Federally insured reverse mortgage loans, also known as Home Equity Conversion Mortgage (HECM) loans, are a financial resource for homeowners aged 62 and older who have sufficient equity in their home, who are not delinquent on any federal debt and who live in the home as their primary residence.
Borrowers may receive their reverse mortgage funds in a variety of ways. These include a monthly payment, lump sum or through a home equity line of credit. In order to find the right solution, it is important to discuss your financial needs and goals with a financial professional.

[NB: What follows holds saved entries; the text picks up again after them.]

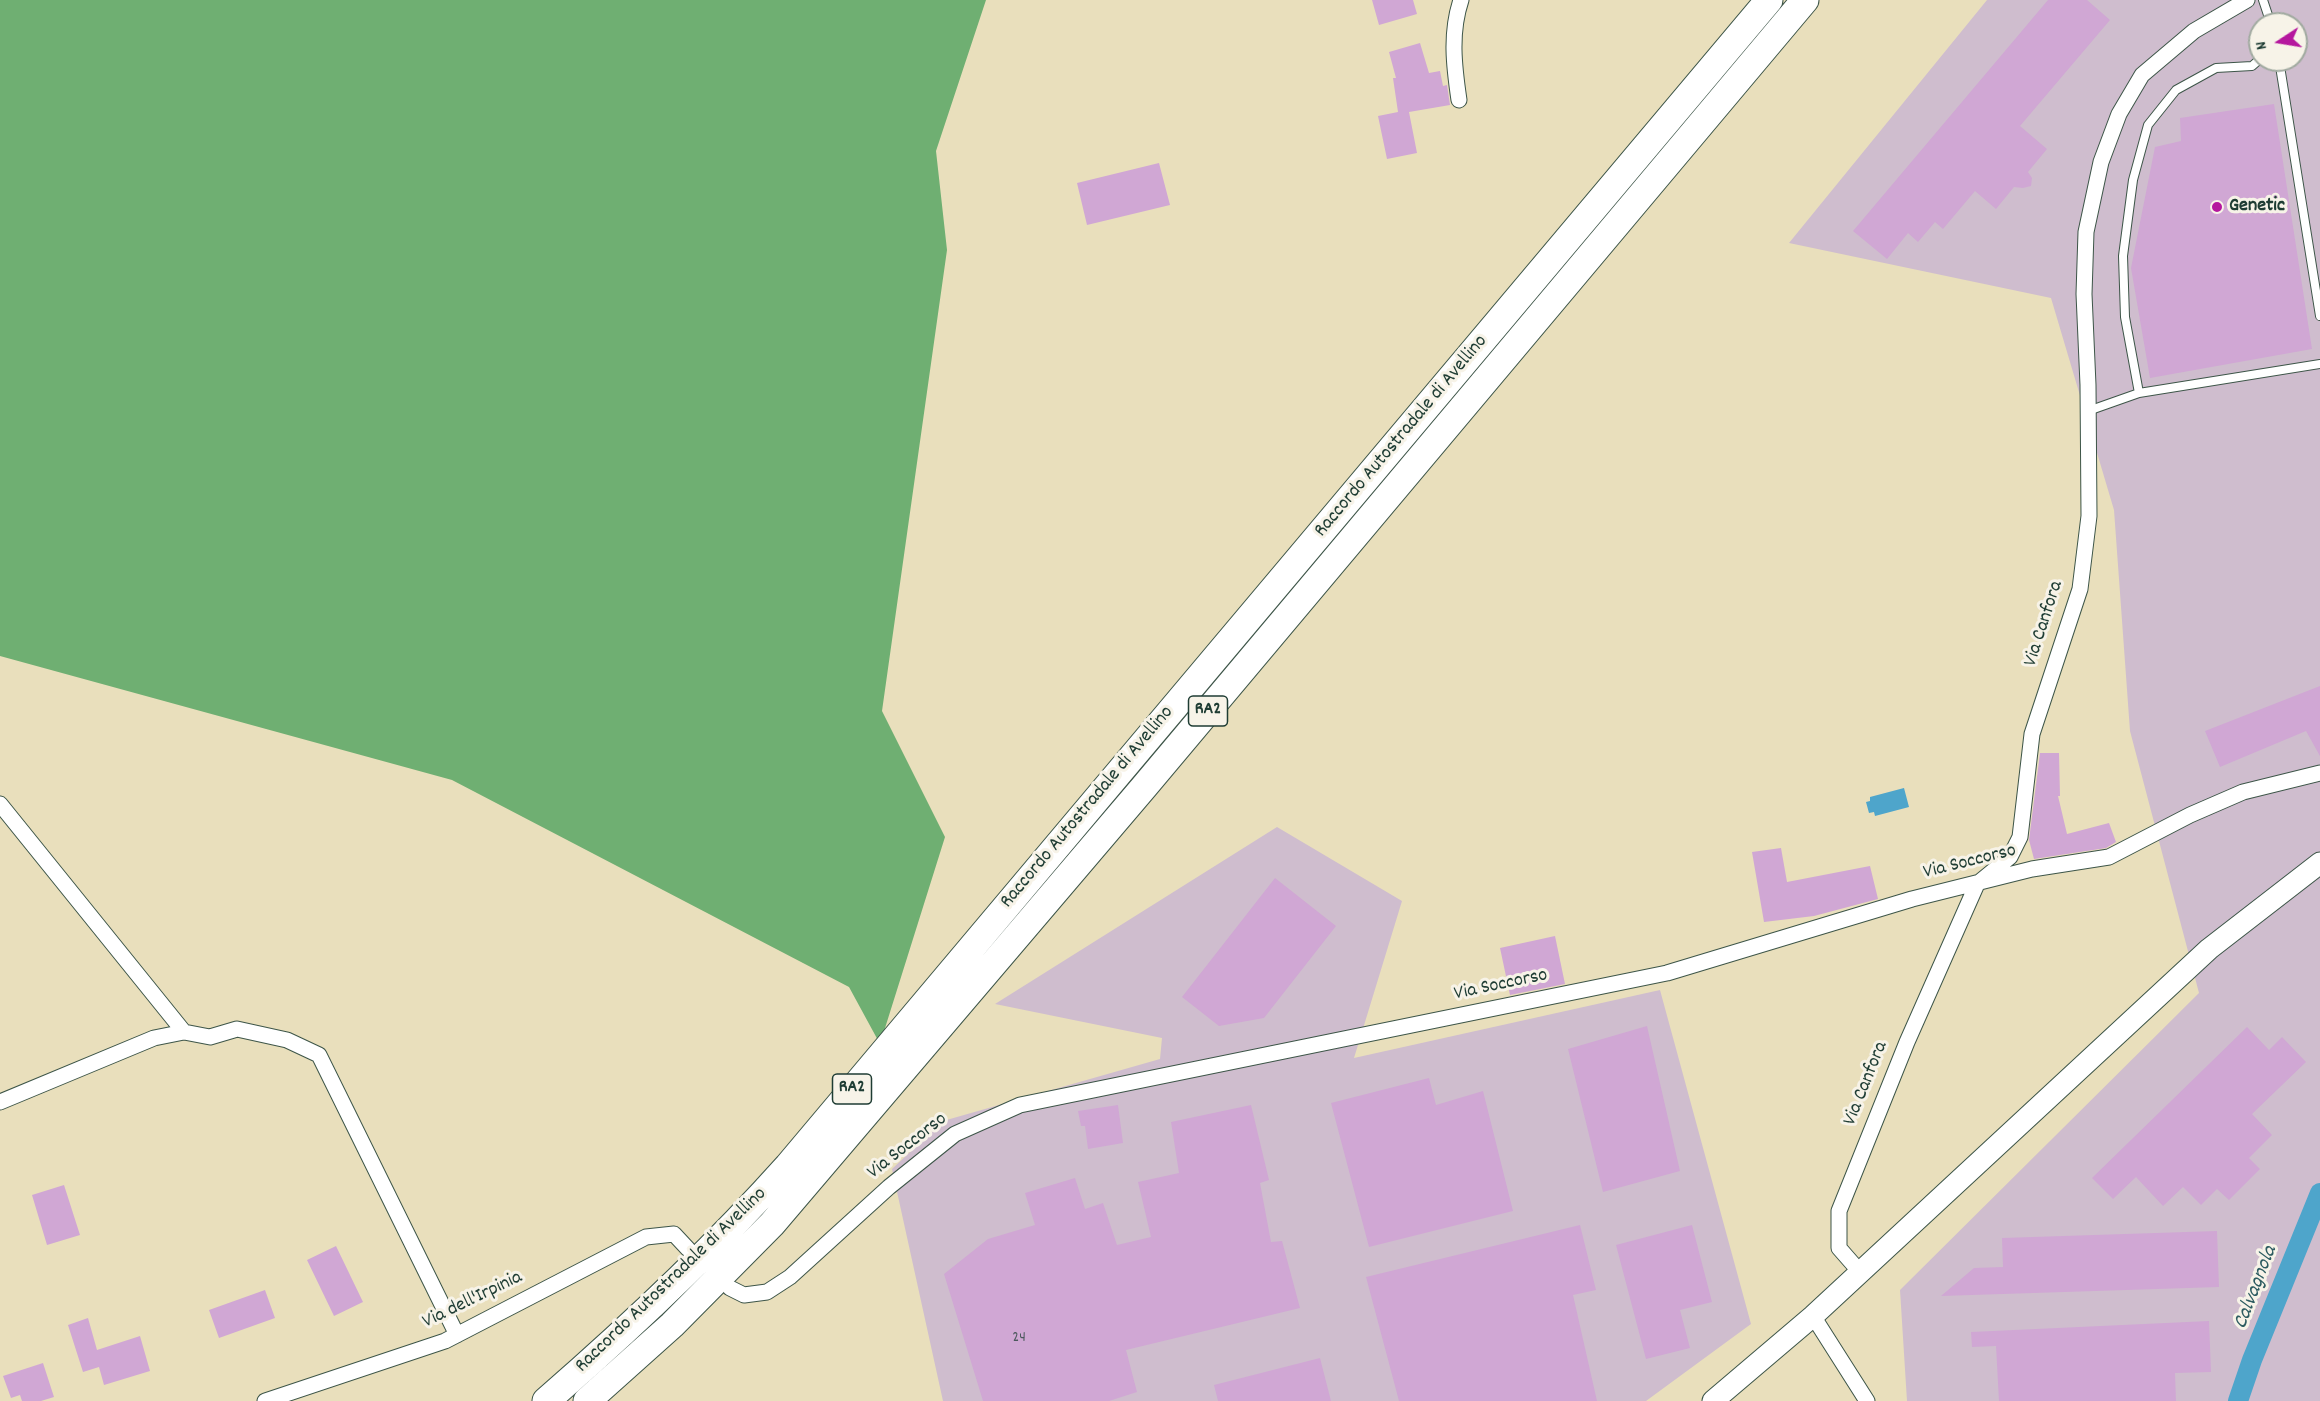 <!DOCTYPE html>
<html>
<head>
<meta charset="utf-8">
<style>
  body { margin:0 }
  #map { position:relative; width:2320px; height:1401px; overflow:hidden; background:#e9dfbc; font-family:Dekko,sans-serif }
  canvas { display:block }
  .north { position:absolute; left:2248px; top:12px; width:60px; height:60px; box-sizing:border-box; background:#f7f3e8; border:2px solid #a1aaa0; border-radius:50%; rotate:258deg; font-size:16px; font-weight:700; line-height:24px; text-align:center; color:#1f3d34 }
  .north::after { content:''; display:block; margin:auto; width:21px; height:27px; background:#b5179e; clip-path:polygon(50% 0,100% 100%,50% 72%,0 100%) }
</style>
</head>
<body>
<div id="map">
<canvas width="2320" height="1401"></canvas>
<div class="north">N</div>
</div>
<script>
const ctx = document.querySelector('canvas').getContext('2d');
ctx.lineJoin = 'round';
function paint(path, color) {
  ctx.fillStyle = color;
  ctx.fill(path, 'evenodd');
}
function trace(path, color, width, dash) {
  ctx.strokeStyle = color;
  ctx.lineWidth = width;
  ctx.lineCap = dash ? 'butt' : 'round';
  ctx.setLineDash(dash || []);
  ctx.stroke(path);
}
function drawText(font, color, halo, rows, align = 'center') {
  ctx.font = font + ' Dekko,sans-serif';
  ctx.lineWidth = 6;
  ctx.setLineDash([]);
  ctx.textBaseline = 'middle';
  ctx.strokeStyle = halo;
  ctx.fillStyle = color;
  for (const [text, x, y, turn = 0] of rows) {
    ctx.save();
    ctx.translate(x, y);
    ctx.rotate((+turn || 0) * Math.PI / 180);
    ctx.textAlign = isNaN(turn) ? turn : align;
    if (halo) ctx.strokeText(text, 0, 0);
    ctx.fillText(text, 0, 0);
    ctx.restore();
  }
}
paint(new Path2D(`
  M1987,0H2320V1401H1907L1900,1290L2199,993L2130,731L2114,510L2051,298L1789,243ZM2260,24H2296V60H2260Z
  M1277,827L1402,901L1354,1058L1660,990L1751,1324L1646,1401H943L892,1169L943,1121L1160,1059L1162,1038L995,1004Z`), '#cfbdce');
paint(new Path2D(`
  M0,0H986L936,151L947,250L882,711L945,837L880,1044L849,987L452,780L0,656Z`), '#6faf72');
paint(new Path2D(`
  M1904,788L1909,807L1875,816L1874,812L1869,813L1866,802L1870,801V797Z`), '#4ea5cb');
trace(new Path2D(`
  M2238,1401L2252,1360L2320,1193`), '#4ea5cb', 20);
paint(new Path2D(`
  M1372,0H1413L1417,14L1379,25Z
  M2048,0H2087L2110,20L2020,126L2047,149L2028,172L2032,178L2031,186L2023,188L2014,187L1996,209L1975,191L1943,229L1935,222L1918,242L1908,233L1887,259L1853,231Z
  M1420,43L1429,73L1440,71L1443,86L1447,85L1450,105L1409,112L1417,153L1387,159L1378,116L1398,112L1393,78H1396L1389,52Z
  M2274,104L2312,349L2150,378L2131,268L2155,147L2181,141L2180,118Z
  M1159,163L1170,205L1087,225L1077,183Z
  M2320,686V756L2306,731L2220,767L2205,731Z
  M2040,753H2059L2060,796H2058L2067,834L2109,823L2116,842L2106,848L2034,859L2029,840Z
  M1781,848L1787,882L1870,866L1878,899L1814,916L1764,922L1752,852Z
  M1275,878L1336,926L1264,1018L1219,1026L1182,997Z
  M1555,936L1565,984L1510,995L1500,948Z
  M1647,1026L1680,1171L1603,1192L1568,1049Z
  M2247,1027L2269,1050L2282,1037L2306,1062L2252,1114L2272,1135L2249,1158L2260,1169L2229,1200L2217,1189L2201,1205L2183,1187L2163,1206L2136,1177L2113,1199L2092,1178Z
  M1429,1078L1436,1105L1483,1091L1513,1211L1369,1247L1331,1103Z
  M1118,1105L1123,1143L1088,1149L1085,1126H1081L1078,1111Z
  M1251,1105L1269,1180L1260,1183L1271,1242L1282,1241L1300,1308L1126,1350L1137,1392L1109,1401H983L944,1274L988,1239L1035,1225L1025,1193L1075,1178L1085,1209L1103,1203L1117,1245L1151,1237L1138,1182L1179,1173L1171,1122Z
  M64,1185L80,1235L47,1245L32,1195Z
  M1580,1225L1596,1290L1573,1295L1597,1401H1399L1366,1277Z
  M1692,1225L1712,1302L1680,1310L1690,1348L1646,1359L1616,1245Z
  M2217,1231L2219,1287L1941,1296L1974,1268L2003,1267L2002,1238Z
  M336,1246L363,1302L334,1316L307,1260Z
  M265,1290L275,1318L219,1338L209,1310Z
  M88,1318L97,1350L140,1336L150,1371L104,1385L99,1367L83,1372L68,1325Z
  M2209,1321L2211,1372L2175,1373L2176,1401H1999L1996,1346L1972,1347L1971,1332Z
  M1320,1358L1331,1401H1218L1214,1385Z
  M43,1363L54,1397L41,1401H22L20,1395L11,1398L3,1376Z`), '#d0a7d4');
const lane = new Path2D(`
  M2263,0L2271,24
  M2260,59L2252,66L2216,68L2176,90L2148,125L2133,180L2123,256L2125,317L2139,393L2320,364
  M2279,60L2320,316
  M2088,411L2139,393`);
const street = new Path2D(`
  M1459,100C1454,66 1450,33 1461,0
  M0,804L184,1032
  M0,1102L154,1038L184,1032L210,1037L237,1029L287,1040L319,1055L457,1335
  M1860,1272L1839,1248V1211L1907,1042L1977,884L2010,857L2020,837L2032,734L2080,589L2089,516L2088,385L2084,294L2086,232L2101,162L2119,114L2142,75L2194,31L2247,0
  M730,1288L744,1295L767,1292L790,1277L889,1187L955,1134L1020,1105L1667,973L1912,899L2032,869L2109,857L2190,815L2243,792L2320,773
  M1813,1316L1867,1401
  M265,1401L445,1341L646,1237L674,1234L688,1249`);
const secondary = new Path2D(`
  M1713,1401L1813,1316L2209,949L2320,863`);
const highway = new Path2D(`
  M546,1401C631,1327 713,1250 788,1166L1769,0
  M587,1401L672,1325L772,1224L1144,787L1805,0`);
trace(lane, '#3d5548', 10);
trace(street, '#3d5548', 17);
trace(secondary, '#3d5548', 23);
trace(highway, '#3d5548', 29);
trace(lane, '#fff', 8);
trace(street, '#fff', 15);
trace(secondary, '#fff', 21);
trace(highway, '#fff', 27);
for (const [x, y, r, color] of [
  [2217,207,6,"#b5179e"]
]) {
  const dot = new Path2D();
  dot.arc(x, y, r, 0, 2 * Math.PI);
  ctx.fillStyle = color;
  ctx.fill(dot);
  trace(dot, '#f7f3e8', 2);
}
drawText('16px', '#4b585c', null, [
  ["24",1019,1339]
]);
for (const [x, y, w] of [
  [1208,711,39],
  [852,1089,39]
]) {
  const box = new Path2D();
  box.roundRect(x - w / 2, y - 15, w, 30, 4.5);
  ctx.fillStyle = '#f7f3e8';
  ctx.fill(box);
  trace(box, '#1f3d34', 1.5);
}
drawText('bold 18px', '#1f3d34', null, [
  ["RA2",1208,711],
  ["RA2",852,1089]
]);
drawText('bold 20px', '#1f3d34', '#f7f3e8', [
  ["Genetic",2229,207]
], 'left');
drawText('20px', '#1f3d34', '#f7f3e8', [
  ["Raccordo Autostradale di Avellino",1402,437,-50],
  ["Via Canfora",2045,624,-72],
  ["Raccordo Autostradale di Avellino",1088,808,-50],
  ["Via Soccorso",1970,863,-14],
  ["Via Soccorso",1501,986,-12],
  ["Via Canfora",1867,1084,-68],
  ["Via Soccorso",908,1147,-38],
  ["Raccordo Autostradale di Avellino",672,1281,-44],
  ["Via dell'Irpinia",473,1301,-26]
]);
drawText('italic 21px', '#2d5c61', '#f7f3e8', [
  ["Calvagnola",2257,1288,-69]
]);
</script>
</body>
</html>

As the needs of the borrowers change, the Federal Housing Administration is working to update the policies relating to reverse mortgage loans.
The Department of Housing and Urban Development has eased requirements for Home Equity Mortgage Conversion loans1, the most common reverse mortgage loan. Most significant to note is that the new policy will not require non-borrowing spouses to automatically repay the loan when the borrowing spouse passes away or moves out of the property.
Current rules require that the surviving spouse, or the spouse who continues to live in the home after the borrowing spouse moves out, must repay the loan in order to continue living in the home. The FHA will also allow reverse mortgage lenders to suspend the foreclosure process for up to 60 days to allow non-borrowing spouses to remain in the home when the borrowing spouse no longer does.2
The new policy will only affect new borrowers and will go into effect on August 4, 2014. The letter from the Federal Housing Administration to reverse mortgage loan lenders says, in part, “Because FHA’s traditional interpretation is embedded in existing, legally binding contracts, FHA has no authority to alter it with respect to existing loans”1.
Under the new policy, the non-borrowing spouse may live in the home as long as they continue to maintain the property, pay property taxes and insurance and pay any homeowner’s association fees within this 60 day period.
If the non-borrowing spouse does not meet these requirements, the loan will become due.
The non-borrowing spouse will not receive any further payments from their spouse’s reverse mortgage loan, unless some of the funds were set aside for specific home repairs. Interest will continue to accrue on the amount already paid to the borrowing spouse. Should the borrowing spouse marry or divorce after the reverse mortgage loan has closed, the non-borrowing spouse is not eligible for postponement of repayment.
The Federal Housing Administration is using its authority from the Reverse Mortgage Stabilization Act of 2013 to make these policy changes. The FHA will seek comments as this policy progresses through traditional rule making channels.
Homeowners seeking a reverse mortgage loan may need finances to meet monthly expenses or to afford health care or home repairs. Even senior homeowners who feel they have saved enough for retirement may be overwhelmed by unplanned expenses.